== What is needed ==
Stop at the line containing "display:flex; gap:24px; margin-top:auto;": repeat exactly every line of the entries below from the first up to it, plus that line, with pictures omitted.
=== Section Start ===
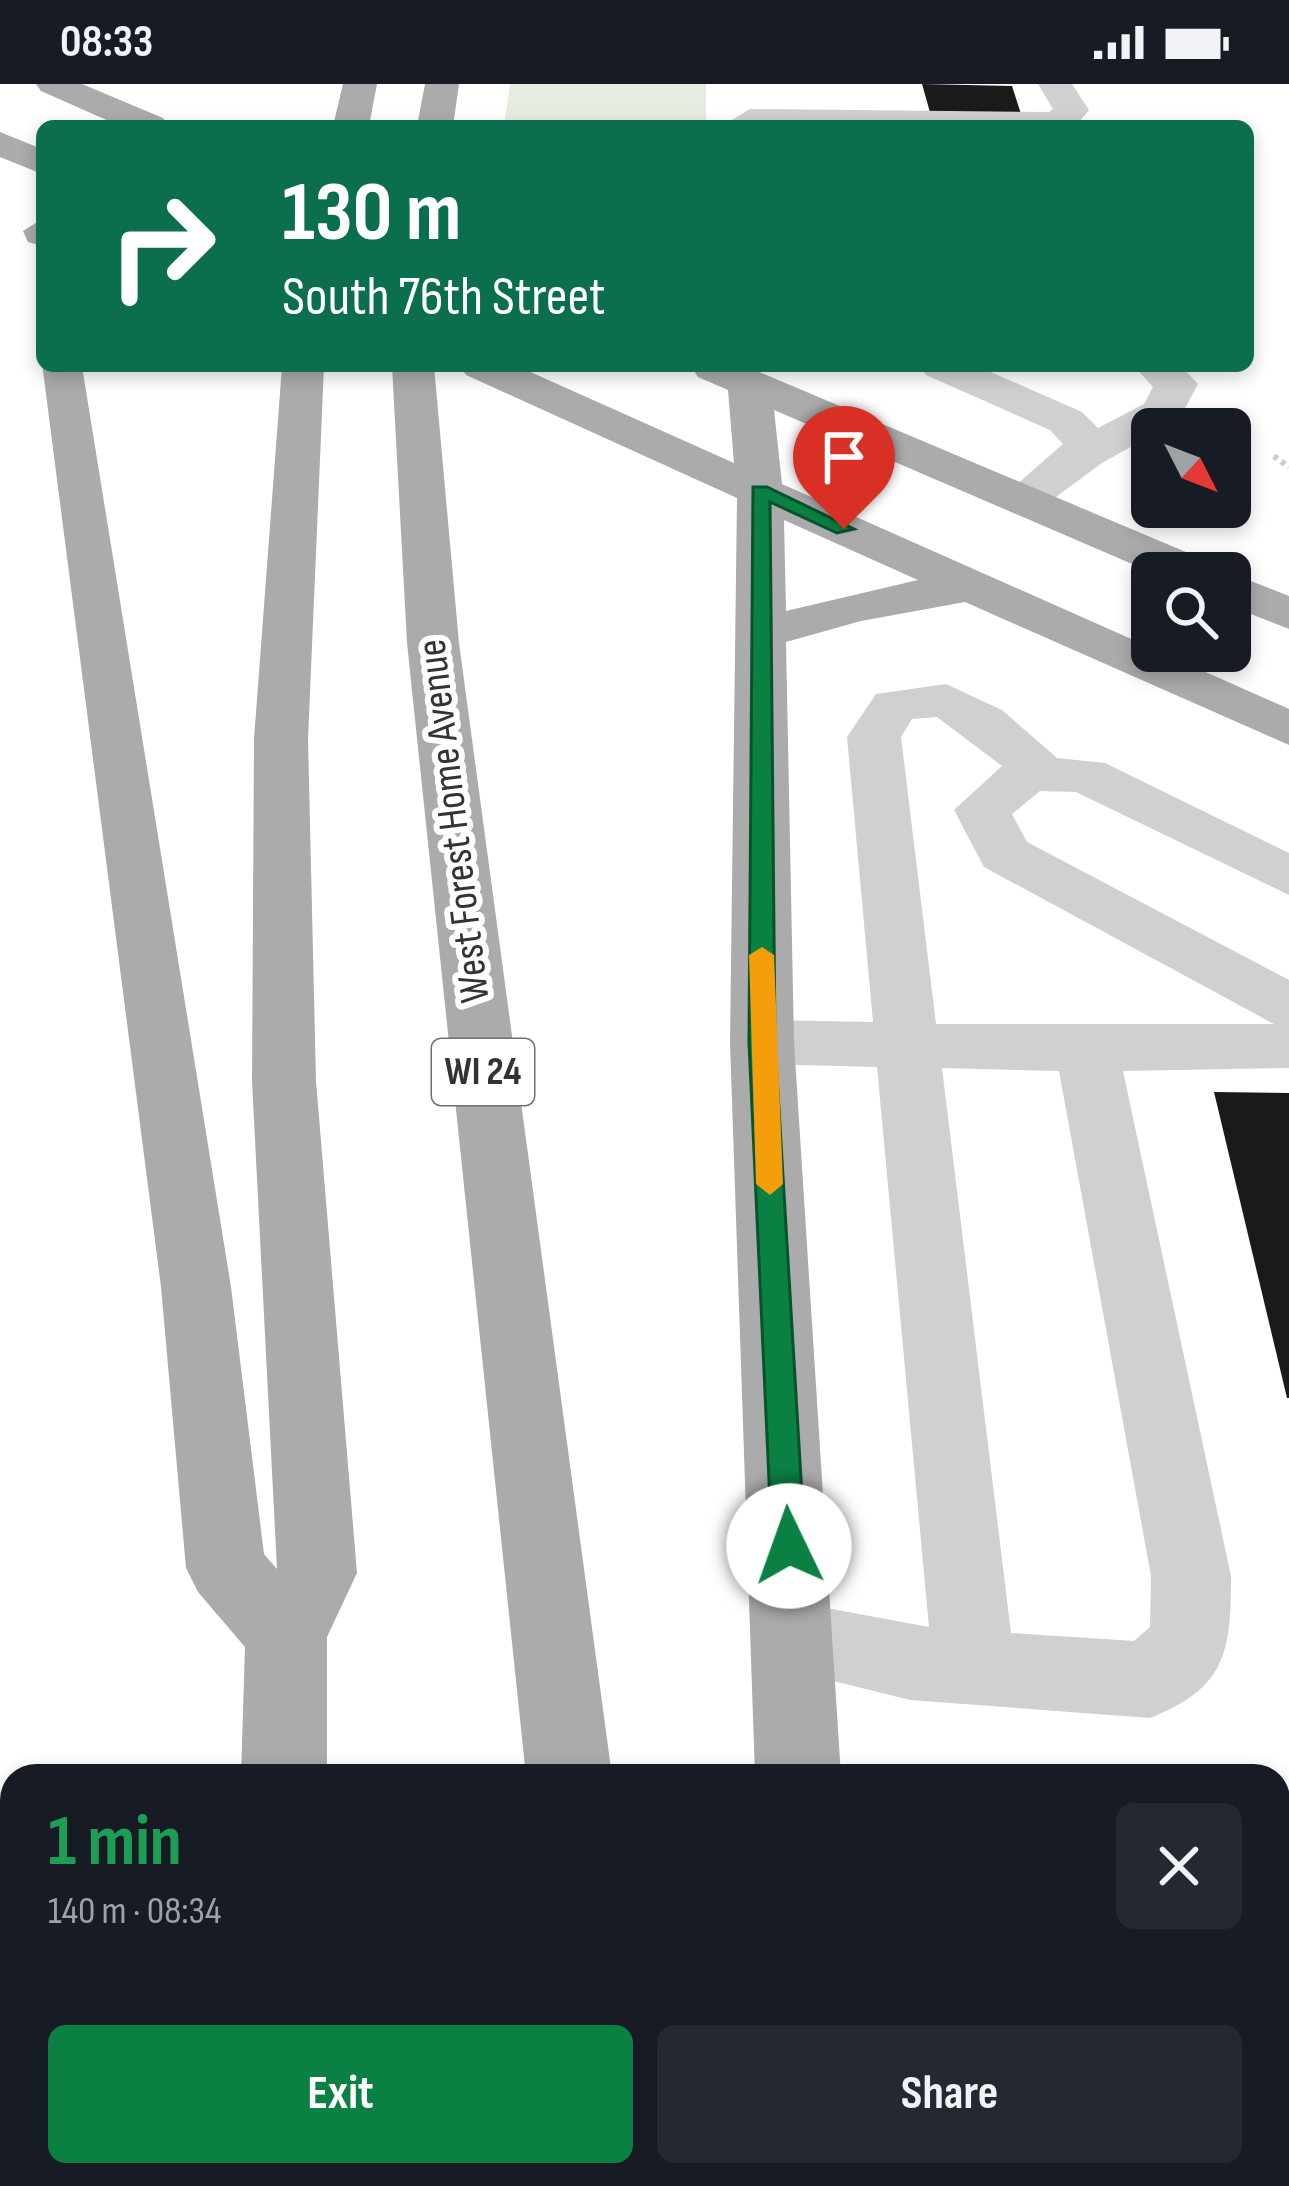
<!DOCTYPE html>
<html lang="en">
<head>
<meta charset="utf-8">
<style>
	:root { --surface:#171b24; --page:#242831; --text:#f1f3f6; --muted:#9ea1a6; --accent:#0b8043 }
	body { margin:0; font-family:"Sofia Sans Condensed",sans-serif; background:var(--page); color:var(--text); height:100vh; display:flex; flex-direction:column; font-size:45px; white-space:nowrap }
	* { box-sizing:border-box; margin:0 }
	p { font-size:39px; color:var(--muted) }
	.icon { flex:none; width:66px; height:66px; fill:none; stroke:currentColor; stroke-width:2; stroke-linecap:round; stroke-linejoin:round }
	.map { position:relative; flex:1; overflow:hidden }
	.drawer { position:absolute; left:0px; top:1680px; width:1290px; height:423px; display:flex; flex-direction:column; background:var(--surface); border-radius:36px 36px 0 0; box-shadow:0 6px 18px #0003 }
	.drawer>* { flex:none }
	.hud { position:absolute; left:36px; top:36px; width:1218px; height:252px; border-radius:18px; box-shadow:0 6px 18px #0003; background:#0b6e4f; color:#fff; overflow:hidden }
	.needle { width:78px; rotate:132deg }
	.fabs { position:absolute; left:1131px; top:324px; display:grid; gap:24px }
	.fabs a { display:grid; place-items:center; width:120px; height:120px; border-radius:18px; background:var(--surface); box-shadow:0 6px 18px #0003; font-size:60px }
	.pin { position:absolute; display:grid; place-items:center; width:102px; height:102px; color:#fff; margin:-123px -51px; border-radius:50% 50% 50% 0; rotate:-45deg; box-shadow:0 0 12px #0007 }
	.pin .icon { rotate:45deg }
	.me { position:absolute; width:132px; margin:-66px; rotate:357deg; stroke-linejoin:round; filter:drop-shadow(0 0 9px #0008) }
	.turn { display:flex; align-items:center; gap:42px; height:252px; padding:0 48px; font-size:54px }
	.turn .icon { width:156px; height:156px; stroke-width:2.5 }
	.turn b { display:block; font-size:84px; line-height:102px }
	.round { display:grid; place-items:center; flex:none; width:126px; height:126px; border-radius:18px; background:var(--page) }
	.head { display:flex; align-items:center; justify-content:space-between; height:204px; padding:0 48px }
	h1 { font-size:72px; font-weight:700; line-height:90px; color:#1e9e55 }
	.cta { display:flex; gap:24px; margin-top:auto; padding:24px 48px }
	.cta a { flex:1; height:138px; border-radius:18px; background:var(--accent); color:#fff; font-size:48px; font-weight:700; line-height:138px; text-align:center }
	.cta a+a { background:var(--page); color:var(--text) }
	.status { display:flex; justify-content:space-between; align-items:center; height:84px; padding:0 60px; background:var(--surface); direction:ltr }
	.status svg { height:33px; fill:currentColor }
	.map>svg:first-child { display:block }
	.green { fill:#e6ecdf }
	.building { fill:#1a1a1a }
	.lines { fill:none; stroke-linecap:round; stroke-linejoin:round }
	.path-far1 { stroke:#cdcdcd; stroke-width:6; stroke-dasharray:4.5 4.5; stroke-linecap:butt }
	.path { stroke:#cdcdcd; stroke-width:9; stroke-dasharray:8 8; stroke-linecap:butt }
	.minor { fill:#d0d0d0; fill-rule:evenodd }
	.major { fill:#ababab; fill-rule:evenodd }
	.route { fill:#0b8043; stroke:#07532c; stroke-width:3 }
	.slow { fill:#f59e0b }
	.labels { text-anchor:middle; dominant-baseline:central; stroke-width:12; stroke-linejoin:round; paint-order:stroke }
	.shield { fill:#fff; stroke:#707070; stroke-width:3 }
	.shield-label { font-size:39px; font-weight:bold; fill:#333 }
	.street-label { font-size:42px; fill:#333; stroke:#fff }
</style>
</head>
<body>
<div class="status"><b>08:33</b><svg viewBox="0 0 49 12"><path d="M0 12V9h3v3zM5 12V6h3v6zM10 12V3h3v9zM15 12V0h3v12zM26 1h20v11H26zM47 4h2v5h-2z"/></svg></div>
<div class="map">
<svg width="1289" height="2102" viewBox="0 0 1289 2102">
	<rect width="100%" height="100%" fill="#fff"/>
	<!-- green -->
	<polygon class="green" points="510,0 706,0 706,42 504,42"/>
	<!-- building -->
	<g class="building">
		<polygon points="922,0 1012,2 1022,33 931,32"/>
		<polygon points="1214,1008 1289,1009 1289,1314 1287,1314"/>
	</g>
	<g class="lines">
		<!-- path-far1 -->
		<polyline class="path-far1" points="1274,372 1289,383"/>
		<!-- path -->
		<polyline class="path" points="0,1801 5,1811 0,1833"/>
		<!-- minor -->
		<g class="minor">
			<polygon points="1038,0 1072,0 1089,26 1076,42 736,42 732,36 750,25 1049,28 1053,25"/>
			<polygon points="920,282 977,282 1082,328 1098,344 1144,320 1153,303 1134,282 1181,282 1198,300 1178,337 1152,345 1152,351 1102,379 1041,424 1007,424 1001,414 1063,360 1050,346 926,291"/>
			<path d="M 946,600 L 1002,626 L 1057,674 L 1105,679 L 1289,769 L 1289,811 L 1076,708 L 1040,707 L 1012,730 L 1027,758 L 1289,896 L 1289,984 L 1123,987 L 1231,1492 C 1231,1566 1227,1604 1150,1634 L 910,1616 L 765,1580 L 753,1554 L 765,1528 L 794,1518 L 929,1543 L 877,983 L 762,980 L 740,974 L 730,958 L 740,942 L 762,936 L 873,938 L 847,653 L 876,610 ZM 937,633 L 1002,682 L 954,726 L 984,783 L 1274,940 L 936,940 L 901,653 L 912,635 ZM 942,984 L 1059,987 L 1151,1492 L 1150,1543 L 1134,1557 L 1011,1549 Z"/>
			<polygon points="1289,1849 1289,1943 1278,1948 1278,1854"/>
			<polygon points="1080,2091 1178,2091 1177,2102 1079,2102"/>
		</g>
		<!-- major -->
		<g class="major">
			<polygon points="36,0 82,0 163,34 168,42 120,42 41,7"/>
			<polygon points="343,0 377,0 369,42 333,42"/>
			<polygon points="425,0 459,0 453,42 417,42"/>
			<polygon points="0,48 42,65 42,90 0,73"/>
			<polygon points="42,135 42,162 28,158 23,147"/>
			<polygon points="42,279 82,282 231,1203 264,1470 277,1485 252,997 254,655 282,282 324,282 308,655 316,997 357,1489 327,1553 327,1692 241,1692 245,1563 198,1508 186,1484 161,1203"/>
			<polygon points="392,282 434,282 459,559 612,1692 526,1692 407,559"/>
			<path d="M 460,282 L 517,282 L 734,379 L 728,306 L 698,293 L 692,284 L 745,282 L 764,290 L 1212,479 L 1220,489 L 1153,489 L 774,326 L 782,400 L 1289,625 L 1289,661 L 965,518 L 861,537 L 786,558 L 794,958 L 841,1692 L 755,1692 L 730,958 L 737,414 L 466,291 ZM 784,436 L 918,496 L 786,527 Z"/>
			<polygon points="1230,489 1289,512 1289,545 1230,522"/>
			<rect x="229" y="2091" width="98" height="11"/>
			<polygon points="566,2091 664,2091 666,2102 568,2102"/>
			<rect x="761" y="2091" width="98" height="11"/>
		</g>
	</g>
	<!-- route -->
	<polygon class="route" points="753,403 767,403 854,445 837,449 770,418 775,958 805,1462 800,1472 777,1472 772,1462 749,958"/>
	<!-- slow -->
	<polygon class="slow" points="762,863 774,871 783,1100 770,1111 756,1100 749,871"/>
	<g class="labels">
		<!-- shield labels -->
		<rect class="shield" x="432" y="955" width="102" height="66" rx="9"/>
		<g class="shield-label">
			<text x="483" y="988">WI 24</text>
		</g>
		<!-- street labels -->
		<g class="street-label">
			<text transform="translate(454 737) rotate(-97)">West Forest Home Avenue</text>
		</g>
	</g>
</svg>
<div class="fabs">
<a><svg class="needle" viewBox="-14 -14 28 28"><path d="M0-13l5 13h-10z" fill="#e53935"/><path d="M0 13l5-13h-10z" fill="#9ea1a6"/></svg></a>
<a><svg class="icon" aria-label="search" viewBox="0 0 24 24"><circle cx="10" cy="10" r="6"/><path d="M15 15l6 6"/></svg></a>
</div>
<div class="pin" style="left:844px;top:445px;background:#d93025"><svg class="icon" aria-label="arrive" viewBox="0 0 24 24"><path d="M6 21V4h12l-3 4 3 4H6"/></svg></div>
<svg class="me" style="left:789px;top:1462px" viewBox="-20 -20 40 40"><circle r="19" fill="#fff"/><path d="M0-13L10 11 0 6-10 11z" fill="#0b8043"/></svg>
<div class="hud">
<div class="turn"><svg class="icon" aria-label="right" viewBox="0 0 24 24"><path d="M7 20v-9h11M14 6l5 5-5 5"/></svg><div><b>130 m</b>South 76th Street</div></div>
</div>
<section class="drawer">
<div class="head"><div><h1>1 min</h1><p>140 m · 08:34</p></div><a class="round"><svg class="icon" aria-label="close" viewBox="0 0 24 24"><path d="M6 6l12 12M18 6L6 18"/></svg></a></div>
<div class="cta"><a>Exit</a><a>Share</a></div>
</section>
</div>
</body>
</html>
=== Section End ===
== Answer below ==
<!DOCTYPE html>
<html lang="en">
<head>
<meta charset="utf-8">
<style>
	:root { --surface:#171b24; --page:#242831; --text:#f1f3f6; --muted:#9ea1a6; --accent:#0b8043 }
	body { margin:0; font-family:"Sofia Sans Condensed",sans-serif; background:var(--page); color:var(--text); height:100vh; display:flex; flex-direction:column; font-size:45px; white-space:nowrap }
	* { box-sizing:border-box; margin:0 }
	p { font-size:39px; color:var(--muted) }
	.icon { flex:none; width:66px; height:66px; fill:none; stroke:currentColor; stroke-width:2; stroke-linecap:round; stroke-linejoin:round }
	.map { position:relative; flex:1; overflow:hidden }
	.drawer { position:absolute; left:0px; top:1680px; width:1290px; height:423px; display:flex; flex-direction:column; background:var(--surface); border-radius:36px 36px 0 0; box-shadow:0 6px 18px #0003 }
	.drawer>* { flex:none }
	.hud { position:absolute; left:36px; top:36px; width:1218px; height:252px; border-radius:18px; box-shadow:0 6px 18px #0003; background:#0b6e4f; color:#fff; overflow:hidden }
	.needle { width:78px; rotate:132deg }
	.fabs { position:absolute; left:1131px; top:324px; display:grid; gap:24px }
	.fabs a { display:grid; place-items:center; width:120px; height:120px; border-radius:18px; background:var(--surface); box-shadow:0 6px 18px #0003; font-size:60px }
	.pin { position:absolute; display:grid; place-items:center; width:102px; height:102px; color:#fff; margin:-123px -51px; border-radius:50% 50% 50% 0; rotate:-45deg; box-shadow:0 0 12px #0007 }
	.pin .icon { rotate:45deg }
	.me { position:absolute; width:132px; margin:-66px; rotate:357deg; stroke-linejoin:round; filter:drop-shadow(0 0 9px #0008) }
	.turn { display:flex; align-items:center; gap:42px; height:252px; padding:0 48px; font-size:54px }
	.turn .icon { width:156px; height:156px; stroke-width:2.5 }
	.turn b { display:block; font-size:84px; line-height:102px }
	.round { display:grid; place-items:center; flex:none; width:126px; height:126px; border-radius:18px; background:var(--page) }
	.head { display:flex; align-items:center; justify-content:space-between; height:204px; padding:0 48px }
	h1 { font-size:72px; font-weight:700; line-height:90px; color:#1e9e55 }
	.cta { display:flex; gap:24px; margin-top:auto; padding:24px 48px }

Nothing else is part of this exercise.